Secara umum ada dua pendapat ulama dalam merespon kenyataan fikih wakaf di atas, jumhur ulama mulai dari mazhab Hanafi, Syafi’i dan Hanbali berpendapat wakaf mesti selama-lamanya. Sedangkan mazhab Maliki memberi opsi kepada wakif untuk berwakaf selama-lamanya (muabbad) atau boleh berjangka waktu (muaqqad). Tegasnya, mazhab Maliki membolehkan wakaf untuk waktu tertentu dan tidak mensyaratkan wakaf untuk selama-lamanya. Artinya boleh saja kemudian wakif mewakafkan hartanya selama setahun atau sesuai dengan keinginan dari wakif sendiri. Jadi, apabila wakif memilih wakaf berjangka waktu, maka apabila batas waktu wakaf berakhir, wakif boleh mengambil kembali harta tersebut. 

Argumentasi yang dibangun kalangan mazhab Maliki tentang kebolehan wakaf sementara dalam jangka waktu tertentu karena tidak adanya dalil tegas yang mewajibkan wakaf selama-lamanya. Kemudian alasan lain adalah wakaf salah satu bentuk sedekah yang dianjurkan oleh agama, sedangkan sedekah itu sendiri boleh membatasi limit waktu dan boleh pula secara permanen.
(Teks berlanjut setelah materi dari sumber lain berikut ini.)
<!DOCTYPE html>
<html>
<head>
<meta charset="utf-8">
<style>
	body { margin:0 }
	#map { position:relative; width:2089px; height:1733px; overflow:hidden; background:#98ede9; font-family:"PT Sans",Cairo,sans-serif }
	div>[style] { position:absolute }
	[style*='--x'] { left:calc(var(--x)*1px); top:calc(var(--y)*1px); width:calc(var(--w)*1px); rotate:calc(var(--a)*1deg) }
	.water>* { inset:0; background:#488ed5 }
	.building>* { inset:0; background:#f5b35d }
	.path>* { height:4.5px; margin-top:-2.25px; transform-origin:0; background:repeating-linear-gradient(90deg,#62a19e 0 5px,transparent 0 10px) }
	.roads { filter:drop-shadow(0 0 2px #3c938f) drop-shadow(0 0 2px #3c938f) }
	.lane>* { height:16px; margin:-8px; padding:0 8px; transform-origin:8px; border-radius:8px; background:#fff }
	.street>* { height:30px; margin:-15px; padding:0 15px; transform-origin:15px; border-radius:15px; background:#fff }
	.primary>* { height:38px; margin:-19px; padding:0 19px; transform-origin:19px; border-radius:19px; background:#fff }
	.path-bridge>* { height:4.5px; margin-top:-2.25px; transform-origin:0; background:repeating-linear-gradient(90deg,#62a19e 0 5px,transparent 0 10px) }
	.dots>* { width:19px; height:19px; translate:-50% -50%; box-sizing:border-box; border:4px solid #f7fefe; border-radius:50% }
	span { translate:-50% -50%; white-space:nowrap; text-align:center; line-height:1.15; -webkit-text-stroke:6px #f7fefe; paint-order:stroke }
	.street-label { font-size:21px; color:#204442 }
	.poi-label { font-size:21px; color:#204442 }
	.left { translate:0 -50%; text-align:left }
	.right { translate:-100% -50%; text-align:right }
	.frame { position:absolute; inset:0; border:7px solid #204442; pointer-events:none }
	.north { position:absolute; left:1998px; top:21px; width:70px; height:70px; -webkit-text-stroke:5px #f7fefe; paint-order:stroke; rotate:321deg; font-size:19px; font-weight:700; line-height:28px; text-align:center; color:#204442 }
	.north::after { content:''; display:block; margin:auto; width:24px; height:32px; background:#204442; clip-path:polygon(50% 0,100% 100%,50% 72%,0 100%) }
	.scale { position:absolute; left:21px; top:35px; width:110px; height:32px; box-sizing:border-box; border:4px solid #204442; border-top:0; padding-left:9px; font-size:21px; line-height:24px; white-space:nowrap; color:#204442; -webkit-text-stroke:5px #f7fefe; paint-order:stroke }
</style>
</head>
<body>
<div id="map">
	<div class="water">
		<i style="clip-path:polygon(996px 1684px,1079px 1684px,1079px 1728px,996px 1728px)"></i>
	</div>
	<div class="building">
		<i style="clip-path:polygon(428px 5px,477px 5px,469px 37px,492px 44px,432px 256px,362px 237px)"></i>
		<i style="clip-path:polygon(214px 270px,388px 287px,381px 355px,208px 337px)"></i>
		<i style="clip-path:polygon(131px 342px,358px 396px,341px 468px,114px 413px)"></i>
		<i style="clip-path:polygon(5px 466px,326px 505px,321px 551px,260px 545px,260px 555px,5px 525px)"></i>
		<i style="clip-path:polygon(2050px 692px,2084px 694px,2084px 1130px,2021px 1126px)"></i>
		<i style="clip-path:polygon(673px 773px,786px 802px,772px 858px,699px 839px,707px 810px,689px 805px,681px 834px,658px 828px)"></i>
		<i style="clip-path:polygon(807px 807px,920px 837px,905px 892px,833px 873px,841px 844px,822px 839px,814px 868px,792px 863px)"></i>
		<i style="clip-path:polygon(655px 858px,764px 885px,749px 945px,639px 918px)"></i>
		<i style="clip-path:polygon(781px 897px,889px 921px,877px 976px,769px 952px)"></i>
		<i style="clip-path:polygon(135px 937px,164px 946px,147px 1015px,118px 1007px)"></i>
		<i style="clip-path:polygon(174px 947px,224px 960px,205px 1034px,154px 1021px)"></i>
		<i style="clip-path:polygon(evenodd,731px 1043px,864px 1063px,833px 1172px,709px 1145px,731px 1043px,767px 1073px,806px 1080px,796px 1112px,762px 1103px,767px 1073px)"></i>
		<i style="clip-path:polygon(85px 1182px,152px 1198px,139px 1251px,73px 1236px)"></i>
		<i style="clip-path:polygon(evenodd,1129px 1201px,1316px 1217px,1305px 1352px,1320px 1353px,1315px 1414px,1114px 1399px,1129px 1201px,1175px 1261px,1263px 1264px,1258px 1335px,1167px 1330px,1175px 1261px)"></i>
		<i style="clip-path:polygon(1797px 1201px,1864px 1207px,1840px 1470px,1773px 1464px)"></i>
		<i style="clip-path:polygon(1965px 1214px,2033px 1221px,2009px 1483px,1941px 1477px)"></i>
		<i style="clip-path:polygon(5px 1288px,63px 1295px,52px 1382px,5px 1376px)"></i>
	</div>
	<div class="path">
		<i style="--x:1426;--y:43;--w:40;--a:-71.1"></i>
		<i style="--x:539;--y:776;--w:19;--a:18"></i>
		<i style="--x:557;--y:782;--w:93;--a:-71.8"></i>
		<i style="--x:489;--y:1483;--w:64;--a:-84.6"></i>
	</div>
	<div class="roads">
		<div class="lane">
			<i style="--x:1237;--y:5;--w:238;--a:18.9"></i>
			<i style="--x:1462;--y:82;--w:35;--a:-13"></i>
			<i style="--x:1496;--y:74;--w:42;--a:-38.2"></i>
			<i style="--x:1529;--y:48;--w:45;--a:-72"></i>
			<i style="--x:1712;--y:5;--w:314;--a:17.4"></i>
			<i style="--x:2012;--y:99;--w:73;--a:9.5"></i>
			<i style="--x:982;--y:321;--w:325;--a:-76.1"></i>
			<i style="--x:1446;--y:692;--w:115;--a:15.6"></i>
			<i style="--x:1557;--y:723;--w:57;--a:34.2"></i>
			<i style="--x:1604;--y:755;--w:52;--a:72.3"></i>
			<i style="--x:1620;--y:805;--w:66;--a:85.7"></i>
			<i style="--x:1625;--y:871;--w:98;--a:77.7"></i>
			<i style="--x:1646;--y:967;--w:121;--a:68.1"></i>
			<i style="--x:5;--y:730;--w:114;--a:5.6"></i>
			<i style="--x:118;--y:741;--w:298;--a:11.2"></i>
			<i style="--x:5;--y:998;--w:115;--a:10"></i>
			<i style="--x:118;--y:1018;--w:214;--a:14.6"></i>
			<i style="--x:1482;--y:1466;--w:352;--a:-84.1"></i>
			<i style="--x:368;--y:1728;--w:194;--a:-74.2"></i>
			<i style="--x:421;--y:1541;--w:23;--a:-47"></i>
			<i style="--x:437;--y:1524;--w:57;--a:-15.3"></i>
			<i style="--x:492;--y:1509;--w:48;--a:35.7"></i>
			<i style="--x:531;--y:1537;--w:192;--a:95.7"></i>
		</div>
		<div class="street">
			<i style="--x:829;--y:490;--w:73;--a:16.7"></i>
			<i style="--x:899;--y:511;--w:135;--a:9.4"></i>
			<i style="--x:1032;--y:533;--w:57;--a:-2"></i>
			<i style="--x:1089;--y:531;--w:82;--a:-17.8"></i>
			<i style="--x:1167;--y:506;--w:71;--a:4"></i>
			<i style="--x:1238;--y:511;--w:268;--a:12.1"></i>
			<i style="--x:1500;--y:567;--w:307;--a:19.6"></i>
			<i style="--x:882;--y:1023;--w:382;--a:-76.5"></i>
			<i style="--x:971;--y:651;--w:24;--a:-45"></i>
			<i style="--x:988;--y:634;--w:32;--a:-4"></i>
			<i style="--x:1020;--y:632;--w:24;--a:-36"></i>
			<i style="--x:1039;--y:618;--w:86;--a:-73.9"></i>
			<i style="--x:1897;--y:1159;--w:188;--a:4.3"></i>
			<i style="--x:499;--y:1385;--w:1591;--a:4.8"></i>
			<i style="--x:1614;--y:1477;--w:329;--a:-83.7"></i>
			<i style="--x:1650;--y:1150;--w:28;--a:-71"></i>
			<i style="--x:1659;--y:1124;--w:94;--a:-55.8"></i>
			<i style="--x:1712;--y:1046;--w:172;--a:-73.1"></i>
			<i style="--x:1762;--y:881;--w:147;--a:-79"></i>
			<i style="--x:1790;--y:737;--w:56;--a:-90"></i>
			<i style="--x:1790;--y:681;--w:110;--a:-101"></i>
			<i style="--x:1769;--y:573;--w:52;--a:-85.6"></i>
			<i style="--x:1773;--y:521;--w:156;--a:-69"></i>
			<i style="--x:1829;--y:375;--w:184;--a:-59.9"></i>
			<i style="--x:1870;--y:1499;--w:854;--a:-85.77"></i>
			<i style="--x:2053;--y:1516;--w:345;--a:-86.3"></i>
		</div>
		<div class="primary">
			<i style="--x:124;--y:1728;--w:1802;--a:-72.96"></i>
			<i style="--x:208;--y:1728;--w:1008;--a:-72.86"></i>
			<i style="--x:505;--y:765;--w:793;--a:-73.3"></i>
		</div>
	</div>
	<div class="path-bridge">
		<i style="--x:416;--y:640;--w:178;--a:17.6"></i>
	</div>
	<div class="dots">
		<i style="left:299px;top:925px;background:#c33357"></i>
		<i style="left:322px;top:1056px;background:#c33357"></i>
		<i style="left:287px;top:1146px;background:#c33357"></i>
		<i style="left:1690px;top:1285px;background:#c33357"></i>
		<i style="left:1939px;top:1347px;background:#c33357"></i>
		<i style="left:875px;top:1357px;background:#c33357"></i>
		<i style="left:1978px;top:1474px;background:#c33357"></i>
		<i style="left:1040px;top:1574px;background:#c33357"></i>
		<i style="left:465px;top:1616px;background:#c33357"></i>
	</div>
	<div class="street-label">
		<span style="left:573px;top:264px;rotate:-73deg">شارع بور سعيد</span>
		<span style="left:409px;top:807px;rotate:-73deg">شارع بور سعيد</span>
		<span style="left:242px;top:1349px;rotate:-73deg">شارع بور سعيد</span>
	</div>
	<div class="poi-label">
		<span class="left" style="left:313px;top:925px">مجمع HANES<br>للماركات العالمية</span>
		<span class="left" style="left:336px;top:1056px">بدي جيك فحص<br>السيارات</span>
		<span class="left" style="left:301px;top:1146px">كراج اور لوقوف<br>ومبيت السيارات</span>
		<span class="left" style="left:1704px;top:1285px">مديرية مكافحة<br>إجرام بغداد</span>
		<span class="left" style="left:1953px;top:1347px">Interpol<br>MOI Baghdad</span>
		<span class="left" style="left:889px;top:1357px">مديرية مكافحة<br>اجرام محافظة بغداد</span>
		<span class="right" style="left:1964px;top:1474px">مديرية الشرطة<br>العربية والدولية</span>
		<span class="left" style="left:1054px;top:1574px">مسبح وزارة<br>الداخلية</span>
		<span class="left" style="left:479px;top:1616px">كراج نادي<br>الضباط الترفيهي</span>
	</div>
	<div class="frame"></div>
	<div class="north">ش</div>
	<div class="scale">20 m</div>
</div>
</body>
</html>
Pendapat jumhur termasuk mazhab Syafi’i menjelaskan, wakaf mesti selama-lamanya, artinya tidak boleh wakaf sementara atau berjangka waktu. Implikasi dari pendapat ini, wakif ketika mewakafkan hartanya maka secara otomatis berlaku selama-lamanya dan ketentuan ini menjadi salah satu pembeda antara ibadah wakaf dengan ibadah-ibadah lainnya. Dan tidak sah mewakafkan suatu harta dengan cara menentukan limitasi waktu. 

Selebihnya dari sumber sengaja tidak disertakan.